The engineered wood industry measures mechanical and physical characteristics like density, internal bond, and other various mechanical characteristics in wood substrates to guide users of their products in selecting the appropriate panel for a project. For example, the boat industry uses marine plywood that is engineered for high moisture resistance as opposed to interior plywood that doesn’t have extensive waterproofing. In much the same way, an artist can use these mechanical and physical characteristics to determine what may be the most appropriate material for their painting application. The key for using a wood substrate for artwork is to a) determine its dimensional stability and stiffness as you want your work to remain flat and to weather the transition through different ambient climates, and b) to use the proper methods for sealing and finishing the wood substrate to protect your artwork over time.

Salazar2 — Key: Amp HB (Ampersand Proprietary Hardboard, Std.

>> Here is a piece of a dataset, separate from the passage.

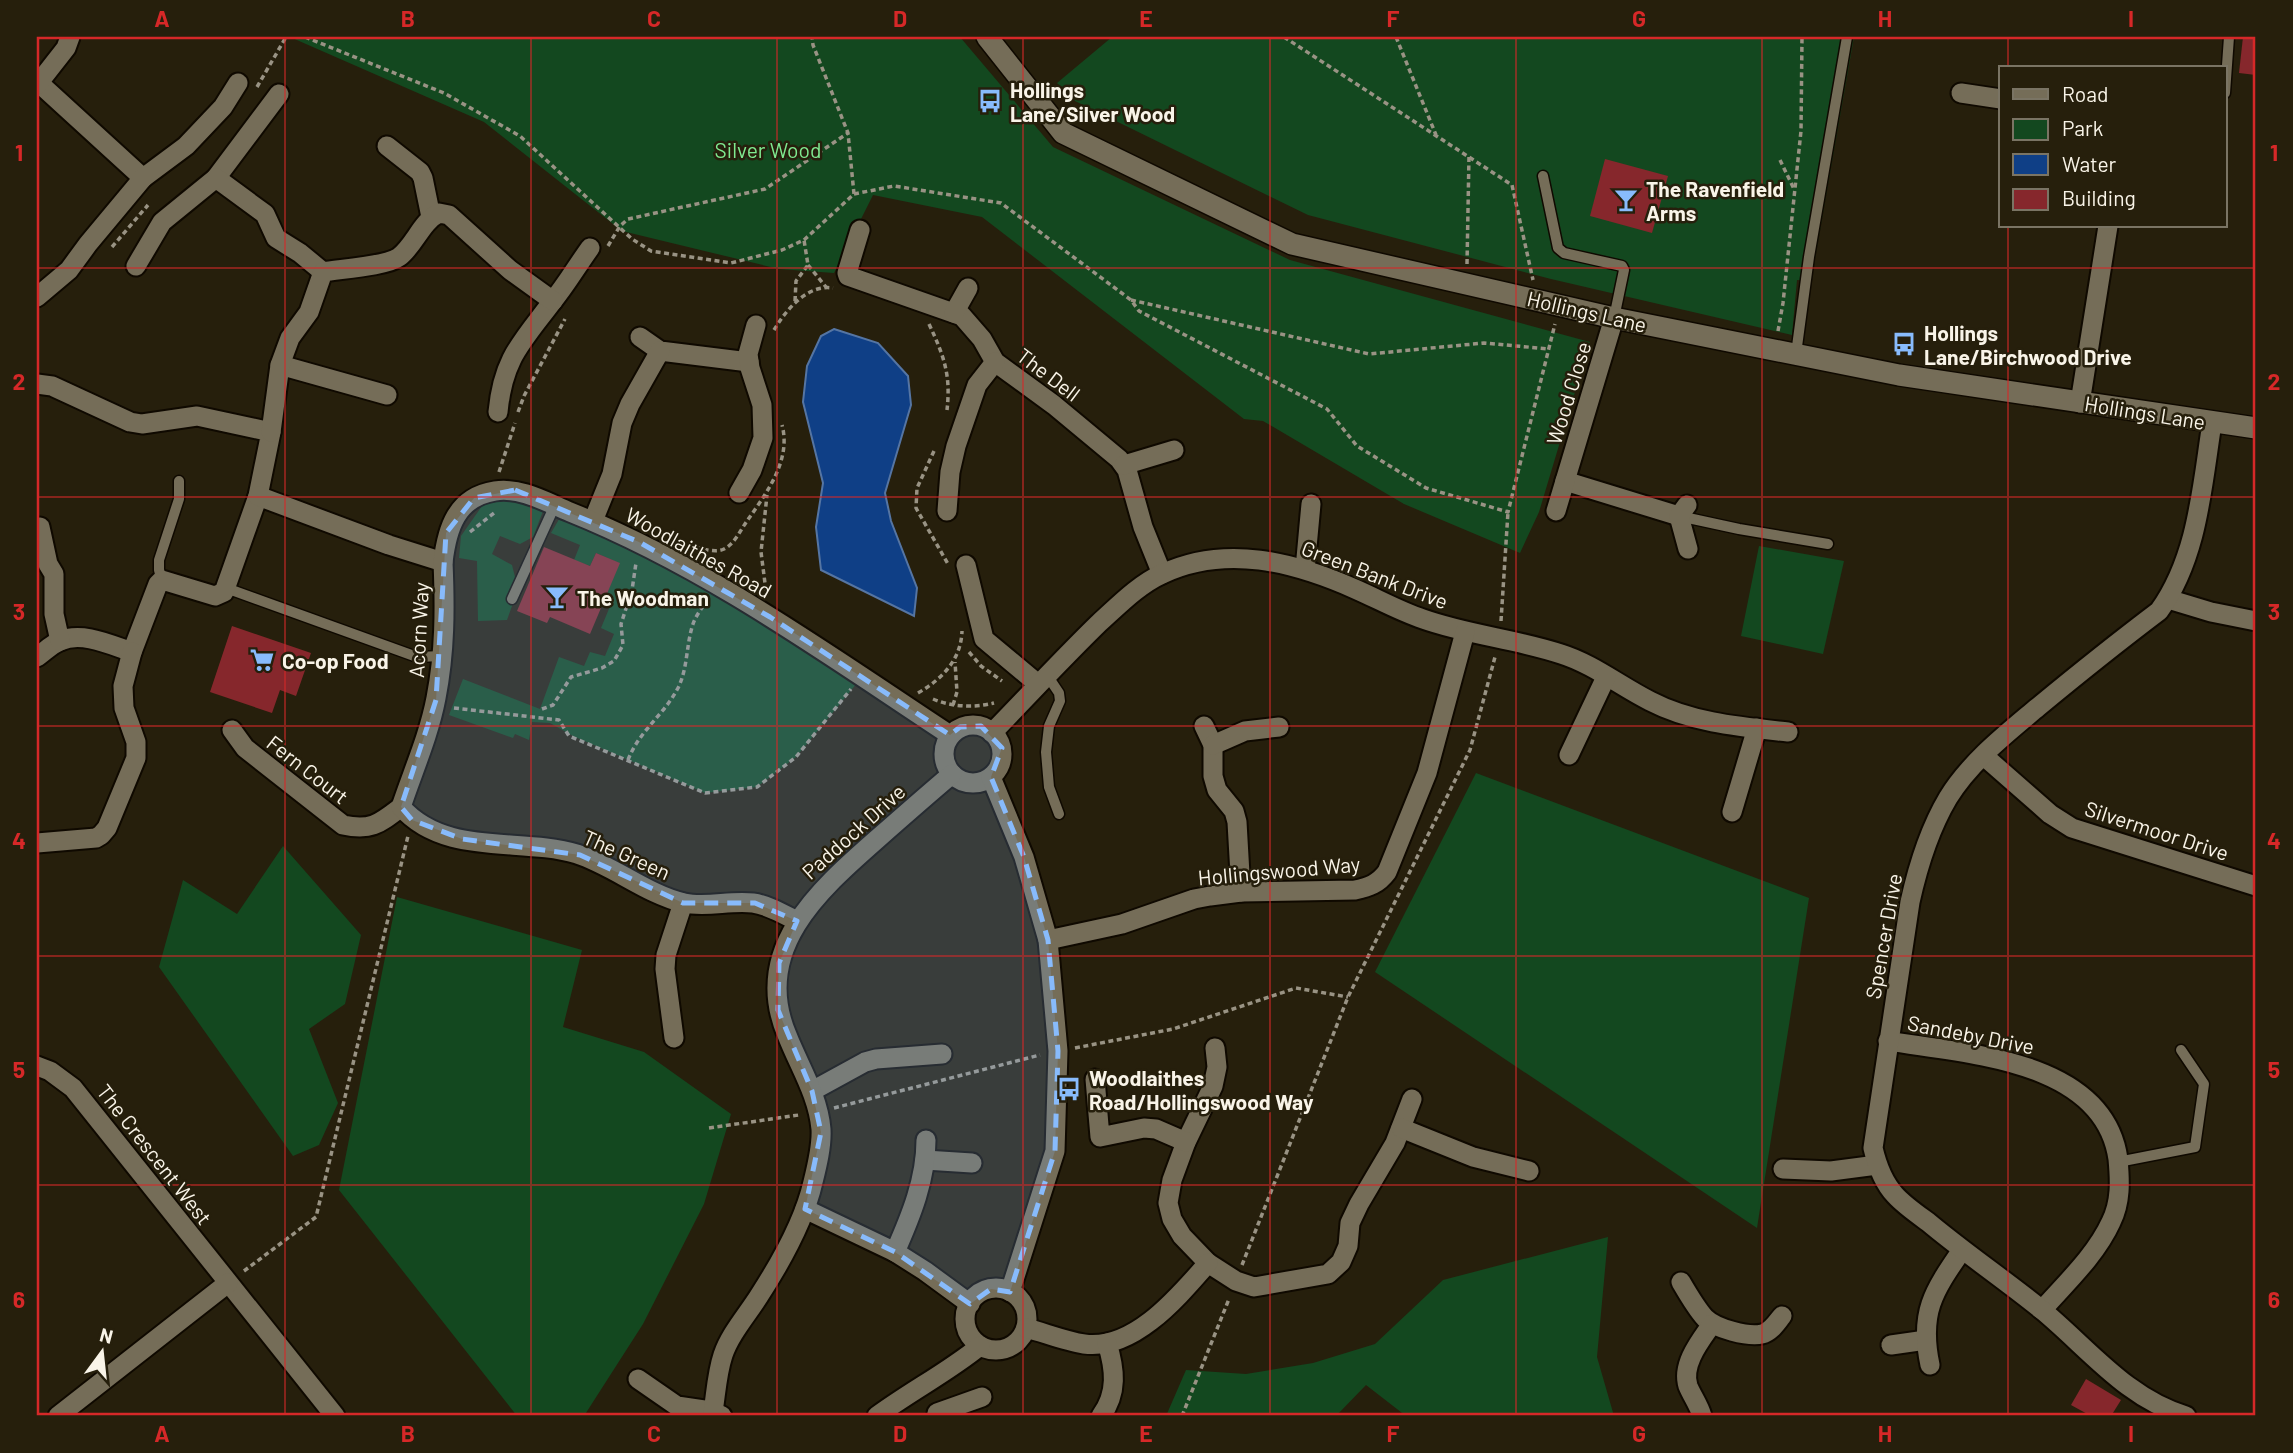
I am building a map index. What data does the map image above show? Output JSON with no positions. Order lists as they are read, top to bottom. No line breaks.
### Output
{"streets":{"street":["Hollings Lane","The Dell","Wood Close","Woodlaithes Road","Green Bank Drive","Acorn Way","Fern Court","Silvermoor Drive","Paddock Drive","The Green","Hollingswood Way","Spencer Drive","Sandeby Drive","The Crescent West"]},"crossings":[["Hollings Lane","Wood Close"],["Hollings Lane","Spencer Drive"],["Woodlaithes Road","Green Bank Drive"],["Woodlaithes Road","Paddock Drive"],["Green Bank Drive","Paddock Drive"],["Green Bank Drive","Hollingswood Way"],["Acorn Way","Fern Court"],["Acorn Way","The Green"],["Fern Court","The Green"],["Silvermoor Drive","Spencer Drive"],["Paddock Drive","The Green"],["Spencer Drive","Sandeby Drive"]],"parks":["Silver Wood"],"places":{"bus stop":["Hollings Lane/Silver Wood","Hollings Lane/Birchwood Drive","Woodlaithes Road/Hollingswood Way"],"bar":["The Ravenfield Arms","The Woodman"],"supermarket":["Co-op Food"]},"legend":["Road","Park","Water","Building"],"north":"top","grid":{"columns":["A","B","C","D","E","F","G","H","I"],"rows":["1","2","3","4","5","6"]}}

HB (Standard Hardboard), HDF (High Density Fiberboard), MDF (Medium Density Fiberboard) Note: Physical characteristics can change depending on the natural wood used to manufacture the product. These data points are taken from examples of various manufacturers in the wood industry.

While there are many defining characteristics regarding these two concerns in engineered wood, we consider four critical characteristics important to determine the dimensional stability and surface preparation of a wood panel:

Density is measured by the weight of the panel in pounds per cubic foot and is critically important because panels that have a lower density tend to be more prone to warping and more difficult to prime. When density is increased without any other changes, it tends to improve stiffness, internal bond strength and most important, the susceptibility of moisture absorption causing differential expansion and warping. In the chart below you can see that MDF (medium density fiberboards) panels have lower densities than those of HDF (high density fiberboards) panels and hardboards. This means that MDF, especially thinner panels will be much more susceptible to water intake than HDFs and more prone to warping. You can use a thicker MDF to mitigate against warping but excessive moisture absorption will still be an issue for primer integrity and potential mold growth within the panel. Also, when priming these panels, extensive fiber raising (swelling of surface fibers) takes place as the panel absorbs moisture, requiring much more priming and sanding. A denser panel in comparison will accept a smoother coating of primer, reducing the number of gesso layers needed to properly prepare a panel with a smooth
painting ground.

Hardboard and high density fiber-boards for example have a higher density and will absorb less moisture and be less prone to warping or fiber raising. Moreover, hardboard that has also been tempered exhibits even more resistance to these problems. It is why it is considered one of the better substrates for commercial finishes. In contrast, plywood has a lower density than HDF and hardboard with a surface porosity and roughness of raw wood making priming and sealing it challenging. To its credit however, plywood is relatively dimensionally stable due to the cross lamination of the plies thereby reducing warping from differential expansion and contraction with change in moisture content, particularly with thicknesses of ¾” or more.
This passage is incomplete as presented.